▶ **WORK ITEM**: In the entries that follow, identify the line containing "List all street" and return it together with all later lines, exactly as they appear.

▶ **INFORMATION GIVEN**:
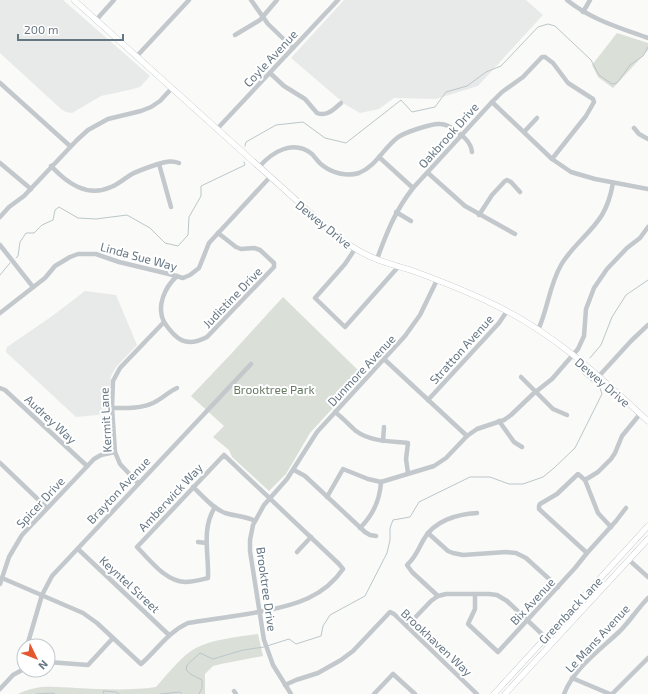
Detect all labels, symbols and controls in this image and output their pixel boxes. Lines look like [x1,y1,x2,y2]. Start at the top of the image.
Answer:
scale bar [18,16,123,42]
text: 200 m [24,22,58,36]
street label: Coyle Avenue [240,27,300,89]
street label: Oakbrook Drive [415,99,481,171]
street label: Dewey Drive [293,197,355,251]
street label: Linda Sue Way [99,239,180,273]
street label: Judistine Drive [200,264,264,330]
street label: Stratton Avenue [426,312,496,386]
street label: Dunmore Avenue [324,331,398,409]
street label: Dewey Drive [573,354,633,410]
park label: Brooktree Park [233,382,315,396]
street label: Kermit Lane [96,387,114,453]
street label: Audrey Way [22,392,80,447]
street label: Brayton Avenue [84,454,152,526]
street label: Amberwick Way [135,460,205,534]
street label: Spicer Drive [13,474,67,530]
street label: Brooktree Drive [254,546,280,632]
street label: Keyntel Street [97,553,163,616]
street label: Greenback Lane [535,574,605,646]
street label: Bix Avenue [507,575,557,627]
street label: Le Mans Avenue [562,601,632,675]
street label: Brookhaven Way [399,606,476,679]
north arrow [16,638,56,678]
text: N [36,658,51,673]

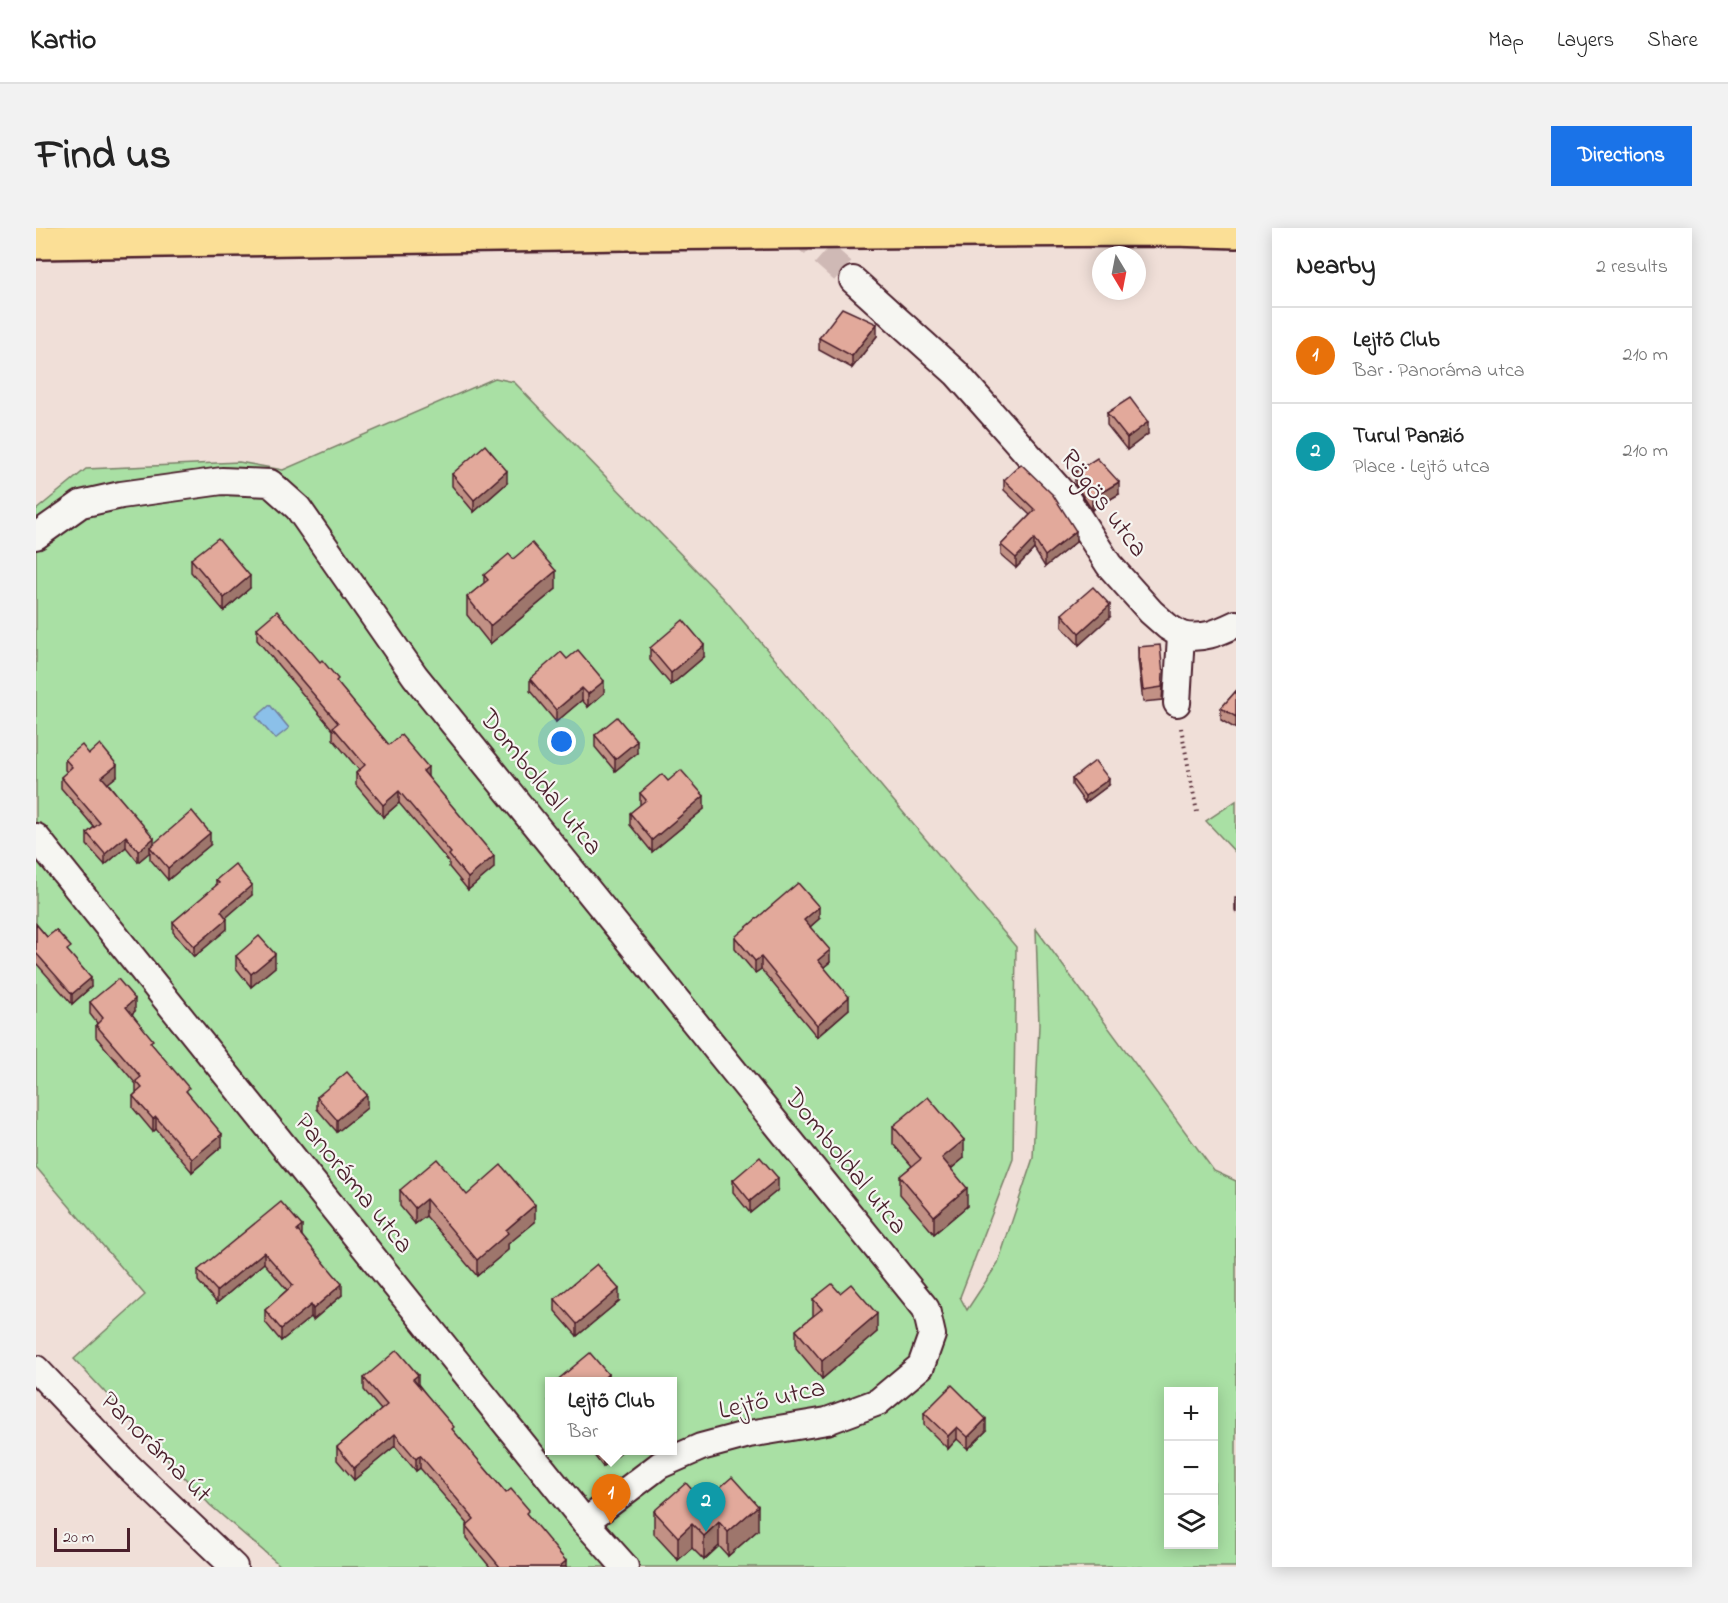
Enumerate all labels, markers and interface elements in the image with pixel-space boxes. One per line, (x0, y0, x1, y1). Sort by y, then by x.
text: Kartio (30, 21, 96, 62)
text: Map (1488, 26, 1524, 56)
text: Layers (1557, 26, 1614, 56)
text: Share (1647, 26, 1698, 56)
text: Find us (36, 126, 171, 187)
button: Directions (1551, 126, 1692, 186)
north arrow (1092, 246, 1146, 300)
text: Nearby (1296, 248, 1375, 286)
text: 2 results (1596, 253, 1668, 282)
text: Lejtő Club (1353, 325, 1440, 357)
text: 1 (1312, 341, 1319, 370)
text: 210 m (1623, 341, 1668, 370)
text: Bar · Panoráma utca (1353, 357, 1525, 386)
text: Turul Panzió (1353, 421, 1464, 453)
text: 2 (1311, 437, 1320, 466)
text: 210 m (1623, 437, 1668, 466)
street label: Rögös utca (1049, 442, 1157, 566)
text: Place · Lejtő utca (1353, 453, 1490, 482)
street label: Domboldal utca (468, 700, 611, 865)
your location (547, 727, 576, 756)
street label: Domboldal utca (773, 1079, 916, 1244)
street label: Panoráma utca (284, 1105, 422, 1263)
street label: Lejtő utca (715, 1369, 829, 1431)
popup (545, 1377, 677, 1455)
street label: Panoráma út (90, 1383, 220, 1513)
text: Lejtő Club (568, 1386, 654, 1418)
map controls (1164, 1387, 1218, 1549)
button: + (1164, 1387, 1218, 1441)
text: Bar (568, 1418, 598, 1447)
button: − (1164, 1441, 1218, 1495)
pin: 1 (592, 1474, 630, 1524)
pin: 2 (686, 1482, 726, 1532)
button: layers (1164, 1495, 1218, 1549)
scale bar (54, 1525, 130, 1552)
text: 20 m (63, 1526, 94, 1550)

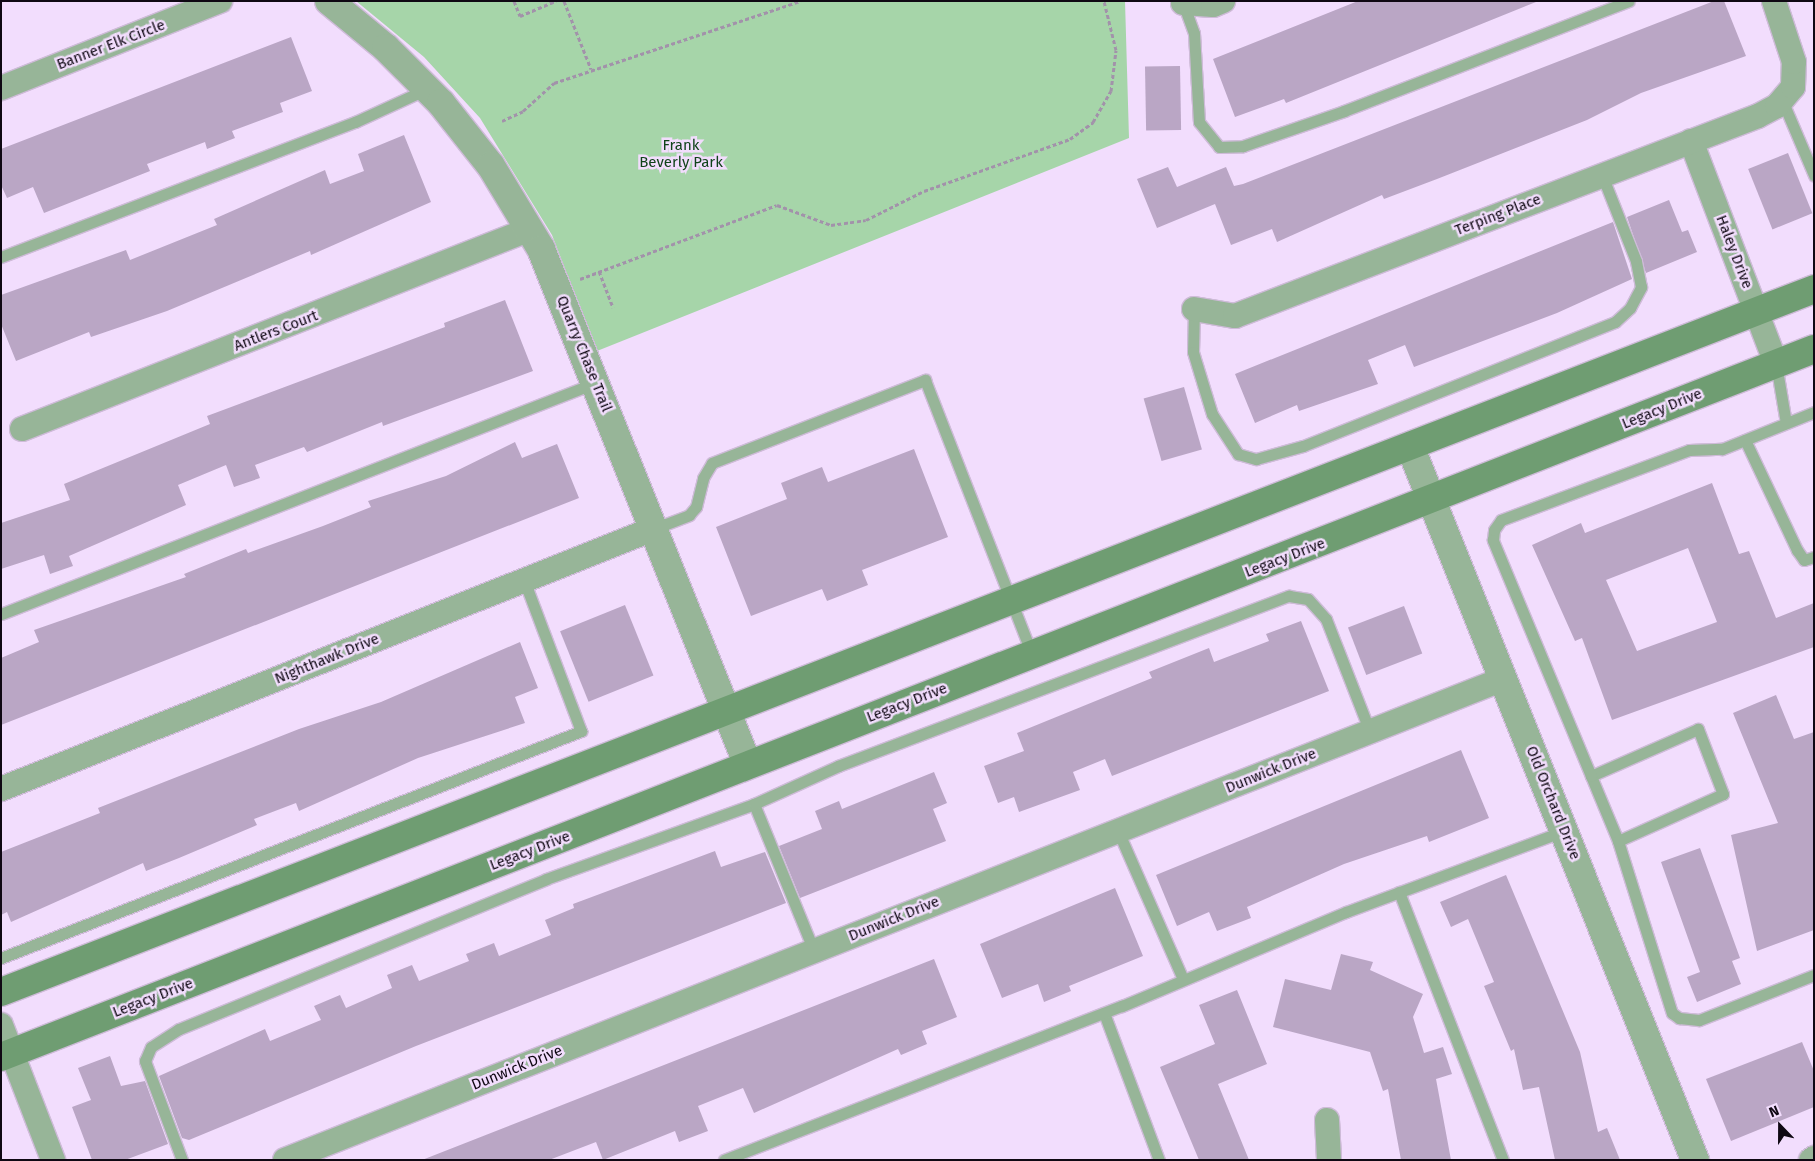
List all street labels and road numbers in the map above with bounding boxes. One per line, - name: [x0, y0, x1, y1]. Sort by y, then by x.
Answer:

▶ **WRITTEN RESPONSE**:
List all street labels and road numbers in the map above with bounding boxes. One per line, - name: [x0, y0, x1, y1]. Sort by y, then by x.
Answer:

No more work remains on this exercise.